According to estimates by Accenture, investment banks that use utilities can achieve cost savings across the enterprise of up to $50 million annually by adopting solutions for reference data alone. But participants can achieve even greater cost efficiencies, without weakening their competitive position, by acknowledging that utilities can effectively and efficiently perform certain core functions.

The emergence of utilities

The concept of shared utilities is not new and has been applied in different industries with great success. A utility in this context is an entity created by a variety of industry participants including service companies to create efficiencies by collectively performing a set of non-differentiating functions that are similar across different companies.

Also the concept of using utilities in Capital Markets is not a new one. Over the years, investment banks have supported the creation of utilities or shared platforms in selected domains but, until now, core securities processing capabilities have been excluded.
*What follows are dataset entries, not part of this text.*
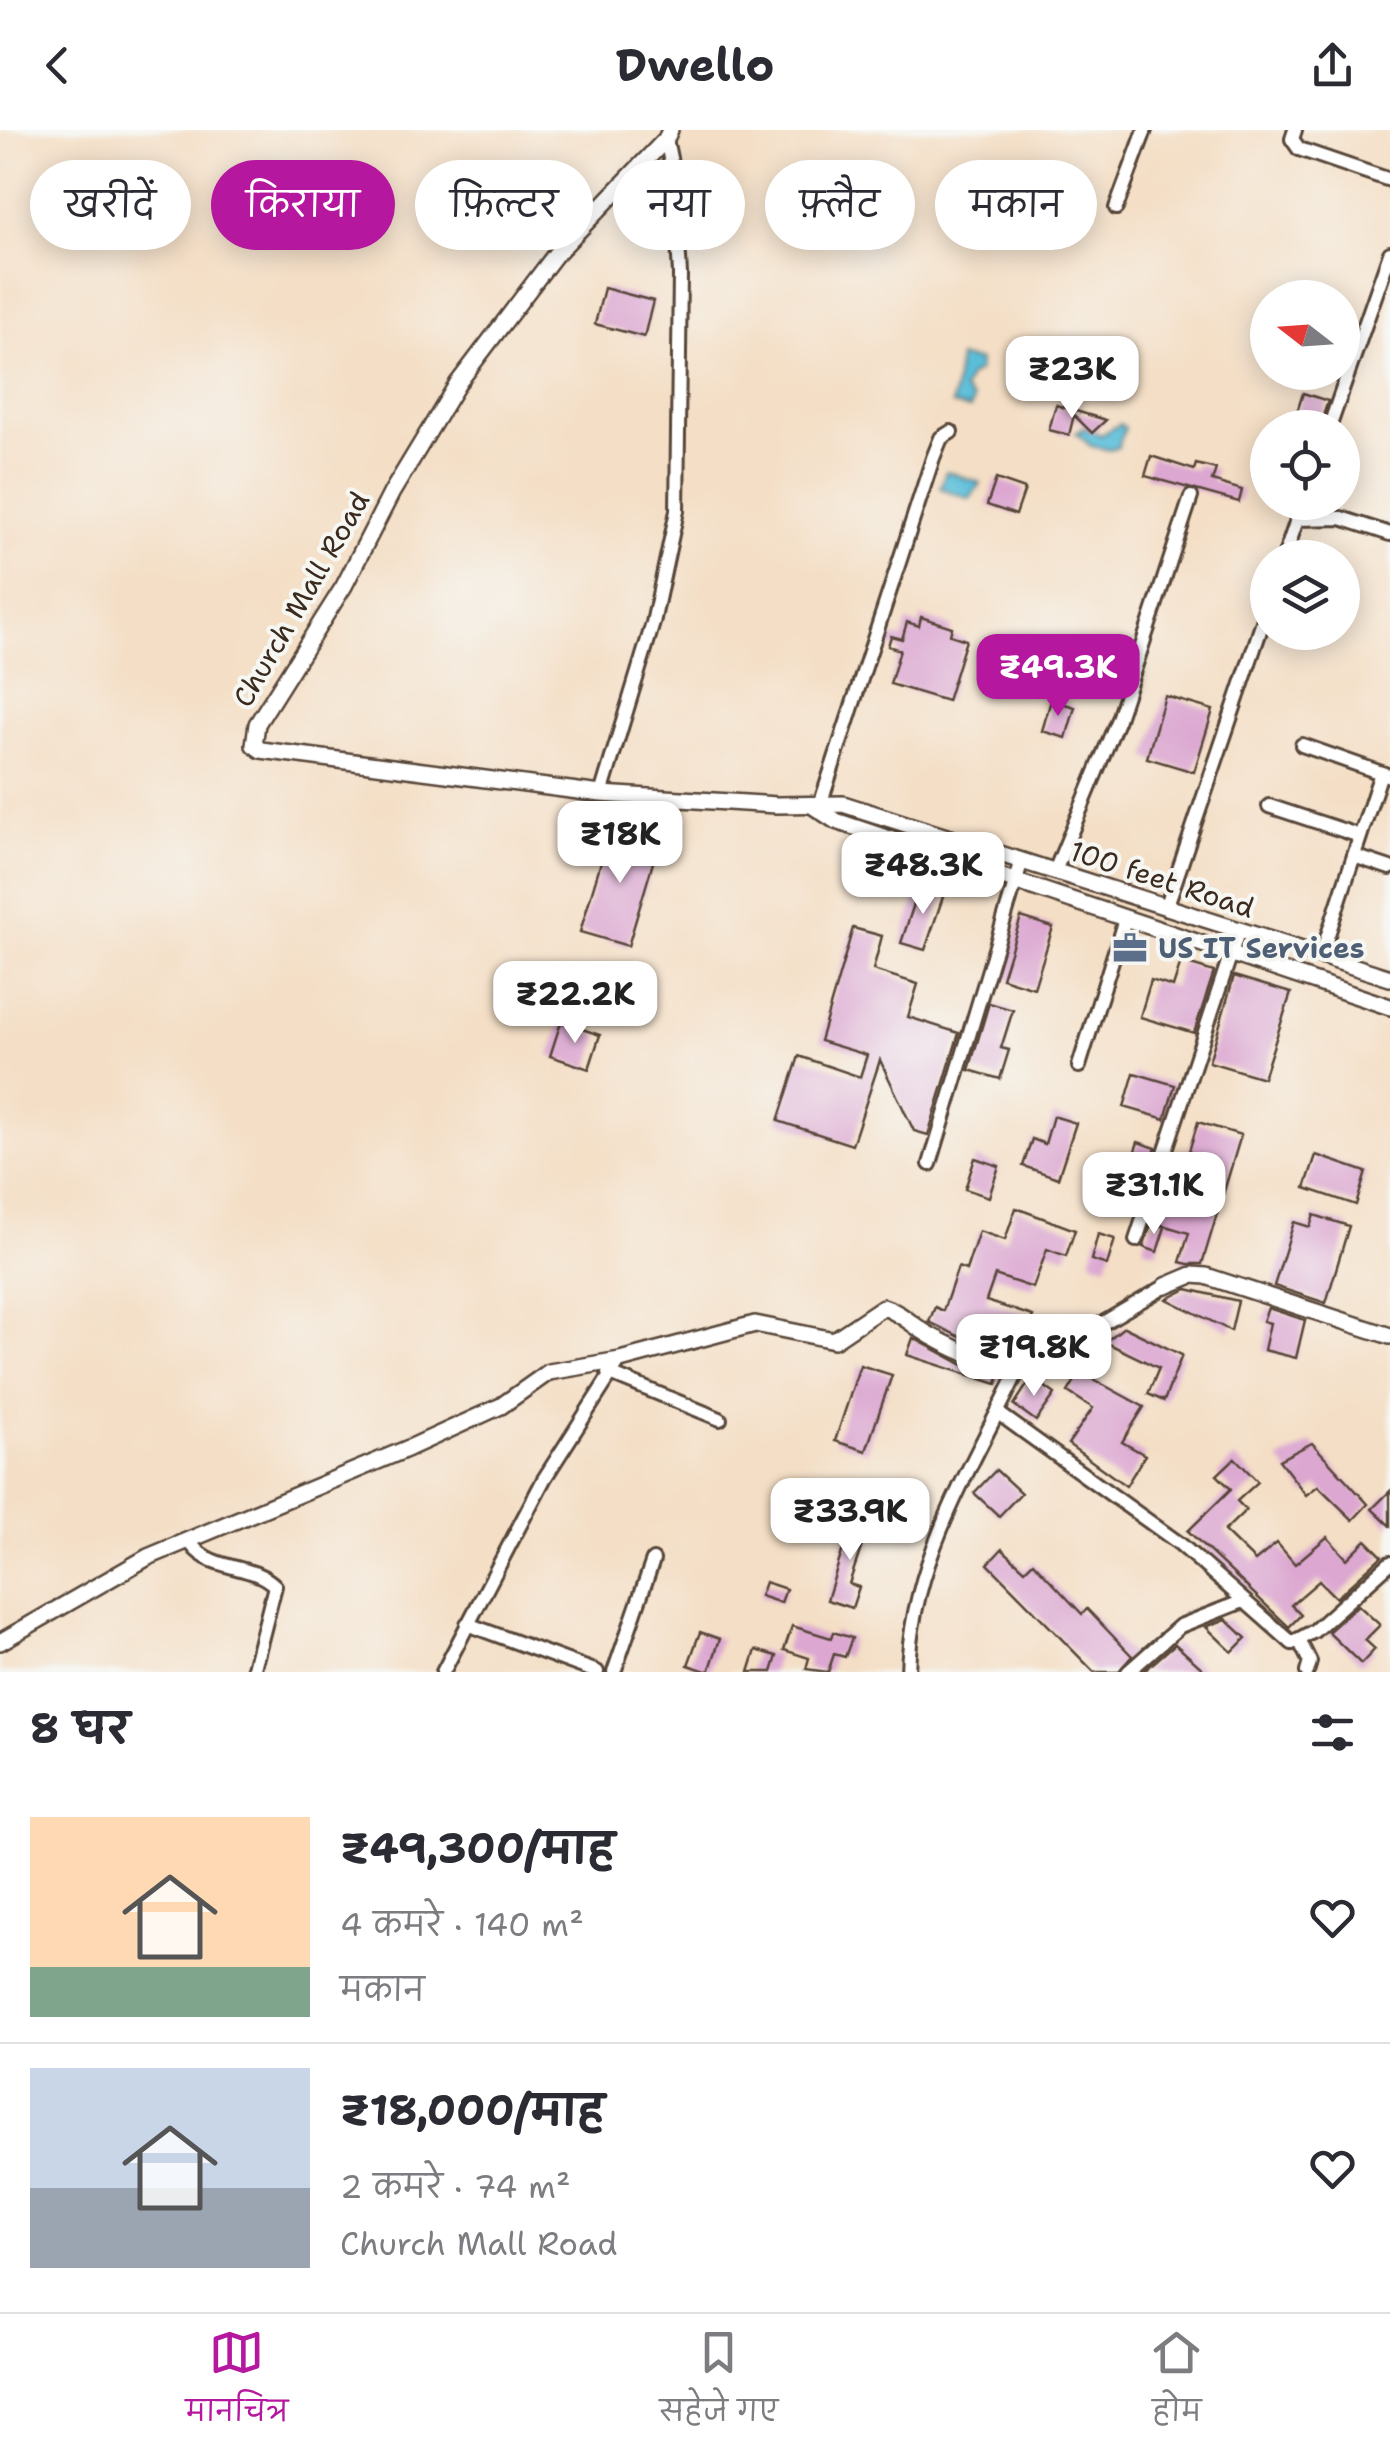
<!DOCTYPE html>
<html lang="hi">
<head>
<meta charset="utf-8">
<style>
	body { margin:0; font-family:"Shantell Sans","Playpen Sans Deva",sans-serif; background:#f2f2f3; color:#2b2b33; height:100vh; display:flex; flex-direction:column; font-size:38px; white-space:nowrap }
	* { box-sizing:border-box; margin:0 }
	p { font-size:32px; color:#7c7c81 }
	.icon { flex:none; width:55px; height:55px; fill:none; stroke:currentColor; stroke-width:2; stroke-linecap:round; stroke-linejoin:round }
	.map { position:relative; height:1542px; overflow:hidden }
	.side { display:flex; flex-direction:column; background:#fff; flex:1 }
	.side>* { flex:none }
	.guide { position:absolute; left:30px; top:30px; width:1330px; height:90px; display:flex; gap:20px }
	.needle { width:65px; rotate:287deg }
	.buttons { position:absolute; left:1250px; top:150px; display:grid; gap:20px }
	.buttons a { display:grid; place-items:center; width:110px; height:110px; border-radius:50%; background:#fff; box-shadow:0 5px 25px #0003; font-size:50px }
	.price { position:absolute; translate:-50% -85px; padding:0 22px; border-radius:20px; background:#fff; color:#222; font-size:32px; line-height:65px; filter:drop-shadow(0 2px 5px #0008) }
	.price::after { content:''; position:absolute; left:50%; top:60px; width:30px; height:22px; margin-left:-15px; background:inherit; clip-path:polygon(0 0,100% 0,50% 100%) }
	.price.current { background:#b5179e; color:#fff }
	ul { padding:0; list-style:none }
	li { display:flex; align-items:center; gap:30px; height:250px; padding:0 30px }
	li+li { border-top:2px solid #e1e1e2 }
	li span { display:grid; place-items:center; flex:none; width:280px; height:200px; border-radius:0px; color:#555 }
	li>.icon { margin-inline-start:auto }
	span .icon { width:120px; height:120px; fill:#fffc; stroke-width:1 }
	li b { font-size:42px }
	h2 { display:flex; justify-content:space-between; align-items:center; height:120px; padding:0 30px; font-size:42px }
	.tag { padding:0 35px; border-radius:45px; background:#fff; box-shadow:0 5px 25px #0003; font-size:35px; line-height:90px }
	.tag.current { background:#b5179e; color:#fff }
	header { display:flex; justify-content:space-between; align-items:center; height:130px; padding:0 30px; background:#fff; font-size:45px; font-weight:700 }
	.dock { display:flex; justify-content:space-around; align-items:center; height:140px; border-top:2px solid #e1e1e2; background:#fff; font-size:28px; color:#7c7c81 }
	.dock a { display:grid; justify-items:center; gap:5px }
	.dock .current { color:#b5179e }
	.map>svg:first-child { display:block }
</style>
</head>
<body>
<header><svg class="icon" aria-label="back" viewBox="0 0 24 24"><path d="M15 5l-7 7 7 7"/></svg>Dwello<svg class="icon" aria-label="share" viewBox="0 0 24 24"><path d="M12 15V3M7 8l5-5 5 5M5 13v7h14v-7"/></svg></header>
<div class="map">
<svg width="1390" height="1542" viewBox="0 0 1390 1542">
	<rect width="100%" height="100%" fill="#f6f6f2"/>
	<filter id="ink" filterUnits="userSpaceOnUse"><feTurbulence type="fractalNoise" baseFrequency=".01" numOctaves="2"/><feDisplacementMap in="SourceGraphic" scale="20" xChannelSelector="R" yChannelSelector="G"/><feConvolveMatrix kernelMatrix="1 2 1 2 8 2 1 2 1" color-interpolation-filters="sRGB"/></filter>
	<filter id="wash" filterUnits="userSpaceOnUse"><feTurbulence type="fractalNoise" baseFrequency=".0048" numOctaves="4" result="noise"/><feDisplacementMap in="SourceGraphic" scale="40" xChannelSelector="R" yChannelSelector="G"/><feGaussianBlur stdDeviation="2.25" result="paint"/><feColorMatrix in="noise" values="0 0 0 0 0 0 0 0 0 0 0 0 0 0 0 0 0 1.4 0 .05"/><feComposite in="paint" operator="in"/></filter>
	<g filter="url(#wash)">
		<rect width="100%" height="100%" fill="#f4dec5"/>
		<!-- water -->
		<g fill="#5abed9" stroke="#4a747c" stroke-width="2.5">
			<path d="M959 228 979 231 978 241 969 247 963 260 973 270 970 279 952 275Z"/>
			<path d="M1120 294 1125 298 1118 317 1110 320 1091 316 1076 303 1083 298 1101 305Z"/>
			<path d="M946 341 980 353 970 369 940 358Z"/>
		</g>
		<g id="blocks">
			<!-- building -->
			<g fill="#dca7d1">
				<path d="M604 158 653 171 644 207 595 194Z"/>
				<path d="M1303 263 1328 271 1319 298H1292Z"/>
				<path d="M1056 275 1069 279 1106 290 1092 303 1074 285 1069 305 1049 300Z"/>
				<path d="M1151 326 1194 340 1196 334 1216 339 1212 351 1242 360 1239 372 1145 346Z"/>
				<path d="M996 349 1025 359 1016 385 987 375Z"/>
				<path d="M921 487 952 497 950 505 966 510 947 571 890 554 900 520 888 516 891 506 902 509 907 492 919 496Z"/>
				<path d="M1165 566 1213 580 1194 642 1147 628Z"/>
				<path d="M1051 570 1075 577 1066 608 1042 601Z"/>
				<path d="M612 695 660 709 628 816 580 802Z"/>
				<path d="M921 753 945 761 925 820 901 813Z"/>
				<path d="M1021 787 1053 797 1034 858 1002 848Z"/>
				<path d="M853 798 882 806 873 840 918 854 908 887 959 903 928 1005 914 1001 880 930 852 1015 778 991 799 926 860 947 867 925 820 911Z"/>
				<path d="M1181 832 1214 842 1194 903 1140 887 1151 850 1173 857Z"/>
				<path d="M1234 846 1291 863 1263 948 1209 932Z"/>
				<path d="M989 873 1013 880 1001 918 1009 920 1000 949 969 940Z"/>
				<path d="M561 892 600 905 589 939 550 926Z"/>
				<path d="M1134 943 1175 955 1165 989 1124 977Z"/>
				<path d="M1053 986 1076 993 1058 1048 1023 1036 1032 1009 1045 1014Z"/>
				<path d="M1198 992 1241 1005 1202 1134H1188L1180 1132 1189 1103 1159 1094 1174 1042 1182 1044Z"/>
				<path d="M1138 1012 1156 1018 1149 1038 1131 1032Z"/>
				<path d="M1316 1025 1366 1042 1356 1075 1305 1058Z"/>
				<path d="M975 1028 999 1036 989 1067 965 1059Z"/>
				<path d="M1016 1078 1075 1100 1066 1126 1047 1119 1033 1158 995 1145 986 1171 1033 1186 1019 1224 985 1219 929 1192 935 1177 943 1181 958 1137 966 1140 979 1101 1005 1110Z"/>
				<path d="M1314 1085 1349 1096 1326 1173 1274 1156 1294 1092 1310 1097Z"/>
				<path d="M1152 1092 1165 1097 1157 1122 1143 1117Z"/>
				<path d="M1098 1104 1115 1109 1107 1135 1091 1130Z"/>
				<path d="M1187 1159 1238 1171 1231 1201 1167 1169Z"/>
				<path d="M1268 1178 1305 1190 1296 1228 1264 1220 1270 1193 1263 1191Z"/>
				<path d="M1124 1197 1182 1225 1164 1271 1148 1264 1159 1238 1105 1212Z"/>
				<path d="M913 1208 964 1235 1000 1245 997 1254 907 1225Z"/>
				<path d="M860 1235 892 1245 866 1321 835 1311Z"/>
				<path d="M1080 1242 1144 1277 1122 1312 1145 1325 1126 1356 1068 1314 1093 1278 1068 1262Z"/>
				<path d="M1032 1247 1055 1264 1036 1291 1014 1275Z"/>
				<path d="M1312 1313 1368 1374 1353 1390 1318 1356 1306 1365 1279 1330Z"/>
				<path d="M1235 1328 1258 1352 1237 1371 1246 1380 1224 1401 1255 1431 1277 1413 1295 1434 1327 1407 1347 1429 1366 1410 1382 1426 1336 1468 1319 1451 1291 1475 1301 1485 1289 1497 1188 1401 1231 1359 1217 1345Z"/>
				<path d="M996 1340 1021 1363 999 1386 974 1363Z"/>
				<path d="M1390 1361V1396L1372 1379Z"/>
				<path d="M830 1368 855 1376 849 1394 825 1386Z"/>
				<path d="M853 1387 876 1394 869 1414 863 1412 849 1454 859 1457 852 1478 827 1470Z"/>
				<path d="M1002 1419 1025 1440 1033 1432 1082 1484 1087 1479 1132 1526 1118 1542H1094L988 1434Z"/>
				<path d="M765 1452 786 1459 781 1473 760 1466Z"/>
				<path d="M1358 1475 1380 1495 1365 1510 1375 1519 1361 1534 1328 1502Z"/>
				<path d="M1226 1489 1246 1508 1232 1522 1206 1497Z"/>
				<path d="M792 1496 831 1508 833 1502 852 1508 845 1527 834 1524 828 1542 806 1539 809 1528 784 1520Z"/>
				<path d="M700 1502 720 1509 709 1542 688 1535Z"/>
				<path d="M1175 1514 1206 1542H1143Z"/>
				<path d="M756 1520 777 1526 772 1542H749Z"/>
			</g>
		</g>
	</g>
	<g filter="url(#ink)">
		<use href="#blocks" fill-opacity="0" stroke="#574537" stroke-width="2.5"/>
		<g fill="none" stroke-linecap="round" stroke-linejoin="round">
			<!-- minor casing -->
			<g stroke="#574537" stroke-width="18">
				<g id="minor">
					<path d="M1295 0 1292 9 1299 19 1390 50"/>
					<path d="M1116 78 1145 0"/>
					<path d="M1329 298 1390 123"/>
					<path d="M1297 389 1341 388 1390 404"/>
					<path d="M1284 428 1303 372"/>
					<path d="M1302 615 1390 646"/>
					<path d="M601 664 653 493 677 381 680 144 674 47 666 9"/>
					<path d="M820 675 933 328 941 308 951 302"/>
					<path d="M1269 676 1360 706"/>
					<path d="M1354 726 1390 738"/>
					<path d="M1055 741 1118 589 1191 367"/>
					<path d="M1166 778 1268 477"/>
					<path d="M1321 826 1381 643"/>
					<path d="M1079 936 1125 789"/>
					<path d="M930 1034 1022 730"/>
					<path d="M1136 1110 1239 799"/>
					<path d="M1035 1233 1166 1156"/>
					<path d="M608 1243 720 1289"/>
					<path d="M998 1283 1180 1414 1292 1513 1314 1501 1390 1433"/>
					<path d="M193 1408 192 1415C212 1442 253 1433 275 1456L253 1542"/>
					<path d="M467 1494 597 1542"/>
					<path d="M1300 1512 1310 1532 1307 1542"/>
					<path d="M443 1542 544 1349 620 1230"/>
					<path d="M614 1542 653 1430"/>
					<path d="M908 1542C911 1428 973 1337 1019 1238"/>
					<path d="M1128 1542 1180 1496 1241 1472"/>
				</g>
			</g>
			<!-- tertiary casing -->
			<g stroke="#574537" stroke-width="20">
				<g id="tertiary">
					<path d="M670 0 666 9 555 125 458 253 392 362 344 456 257 594 254 615 261 620 601 664 777 675 843 674 1390 848"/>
					<path d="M813 676 836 691 1390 877"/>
					<path d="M1166 1156 1192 1145 1206 1146 1390 1206"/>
					<path d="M0 1512 148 1427 409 1318 501 1276 549 1242 620 1230 755 1194 834 1210 883 1177C901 1182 914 1197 931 1206 958 1221 1005 1244 1035 1233"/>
				</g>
			</g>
			<!-- minor -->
			<use href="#minor" stroke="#fff" stroke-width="12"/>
			<!-- tertiary -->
			<use href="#tertiary" stroke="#fff" stroke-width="15"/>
		</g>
	</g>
	<!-- icons -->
	<defs>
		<g id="office-bare" transform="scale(2.7)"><path d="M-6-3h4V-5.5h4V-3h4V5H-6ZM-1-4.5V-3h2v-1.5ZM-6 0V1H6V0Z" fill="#5c6f8a" stroke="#f6f6f2" stroke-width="2.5" paint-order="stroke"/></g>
	</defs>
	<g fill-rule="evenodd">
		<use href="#office-bare" x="1130" y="818"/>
	</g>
	<g text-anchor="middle" stroke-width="8" stroke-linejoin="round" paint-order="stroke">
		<!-- street labels -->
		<g font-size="28" fill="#3b2a1e" stroke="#f6f6f2">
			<text transform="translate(301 469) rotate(-60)" y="10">Church Mall Road</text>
			<text transform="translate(1162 749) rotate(18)" y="10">100 feet Road</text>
		</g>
		<!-- service labels -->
		<g font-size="28" font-weight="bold" fill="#4e5e75" stroke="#f6f6f2" text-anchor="start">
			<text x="1158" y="828">US IT Services</text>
		</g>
	</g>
</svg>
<div class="buttons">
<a><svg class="needle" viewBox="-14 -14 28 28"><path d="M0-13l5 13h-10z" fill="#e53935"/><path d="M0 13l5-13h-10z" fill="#7c7c81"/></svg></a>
<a><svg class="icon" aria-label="locate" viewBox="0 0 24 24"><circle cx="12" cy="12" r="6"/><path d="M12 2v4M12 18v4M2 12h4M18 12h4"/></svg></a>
<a><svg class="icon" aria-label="layers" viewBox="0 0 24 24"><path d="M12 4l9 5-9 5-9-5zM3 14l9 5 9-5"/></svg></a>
</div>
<b class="price" style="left:1072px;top:291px">₹23K</b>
<b class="price current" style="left:1058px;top:589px">₹49.3K</b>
<b class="price" style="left:620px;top:756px">₹18K</b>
<b class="price" style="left:923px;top:787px">₹48.3K</b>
<b class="price" style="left:575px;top:916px">₹22.2K</b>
<b class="price" style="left:1154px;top:1107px">₹31.1K</b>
<b class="price" style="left:1034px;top:1269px">₹19.8K</b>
<b class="price" style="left:850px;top:1433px">₹33.9K</b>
<div class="guide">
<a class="tag">खरीदें</a>
<a class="tag current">किराया</a>
<a class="tag">फ़िल्टर</a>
<a class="tag">नया</a>
<a class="tag">फ़्लैट</a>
<a class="tag">मकान</a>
</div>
</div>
<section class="side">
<h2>8 घर<svg class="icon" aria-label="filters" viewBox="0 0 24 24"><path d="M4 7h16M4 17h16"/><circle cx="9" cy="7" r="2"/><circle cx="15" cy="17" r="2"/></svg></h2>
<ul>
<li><span style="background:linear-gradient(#ffd9b3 75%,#7fa58c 0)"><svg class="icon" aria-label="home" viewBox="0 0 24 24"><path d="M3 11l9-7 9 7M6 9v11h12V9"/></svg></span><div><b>₹49,300/माह</b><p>4 कमरे · 140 m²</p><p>मकान</p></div><svg class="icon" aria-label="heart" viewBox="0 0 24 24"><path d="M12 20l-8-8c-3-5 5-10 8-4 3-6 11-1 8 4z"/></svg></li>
<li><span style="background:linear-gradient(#c9d6e8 60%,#9aa5b1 0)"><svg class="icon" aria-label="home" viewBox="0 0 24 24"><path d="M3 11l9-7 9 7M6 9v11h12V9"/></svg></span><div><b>₹18,000/माह</b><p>2 कमरे · 74 m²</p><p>Church Mall Road</p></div><svg class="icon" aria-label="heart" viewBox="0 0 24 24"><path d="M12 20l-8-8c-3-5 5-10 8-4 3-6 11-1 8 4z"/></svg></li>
</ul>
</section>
<nav class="dock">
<a class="current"><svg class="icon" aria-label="map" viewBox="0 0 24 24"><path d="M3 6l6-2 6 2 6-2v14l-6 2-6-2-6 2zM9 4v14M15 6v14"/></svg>मानचित्र</a>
<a><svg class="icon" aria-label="saved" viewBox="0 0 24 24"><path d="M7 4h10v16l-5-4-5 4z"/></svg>सहेजे गए</a>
<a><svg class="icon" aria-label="home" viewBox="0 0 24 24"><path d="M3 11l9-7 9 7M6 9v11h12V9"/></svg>होम</a>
</nav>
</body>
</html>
The post-financial crisis cost pressures have served to highlight the opportunities for utilities to reduce costs, achieve standardization of processes, mutualize future change and increase service quality in these core processing domains.

Benefits of adopting utilities

The potential benefits of utility creation are without question. By embracing utility usage, banks can:

  • Minimize duplication of effort across industry participants.
  • Shift resources from utility scope areas to areas of greater value.
  • Enhance cost savings by ensuring economies of scale.
  • Adopt best practices and industry standards.
  • Improve data quality
  • Improve reporting to regulators.
  • Focus on the control and governance functions required to meet the regulatory requirements of the firm’s activity.

Utilities can potentially offer the next meaningful opportunity for banks to cut costs significantly while improving service quality, and to create standards around which the industry and regulators can coordinate. Regulatory burdens are continually on the rise, data volumes and management costs are continuously increasing, and banks need to find a mechanism that enables them to achieve cost reductions and efficiencies at a time when targets focus on returns rather than revenue.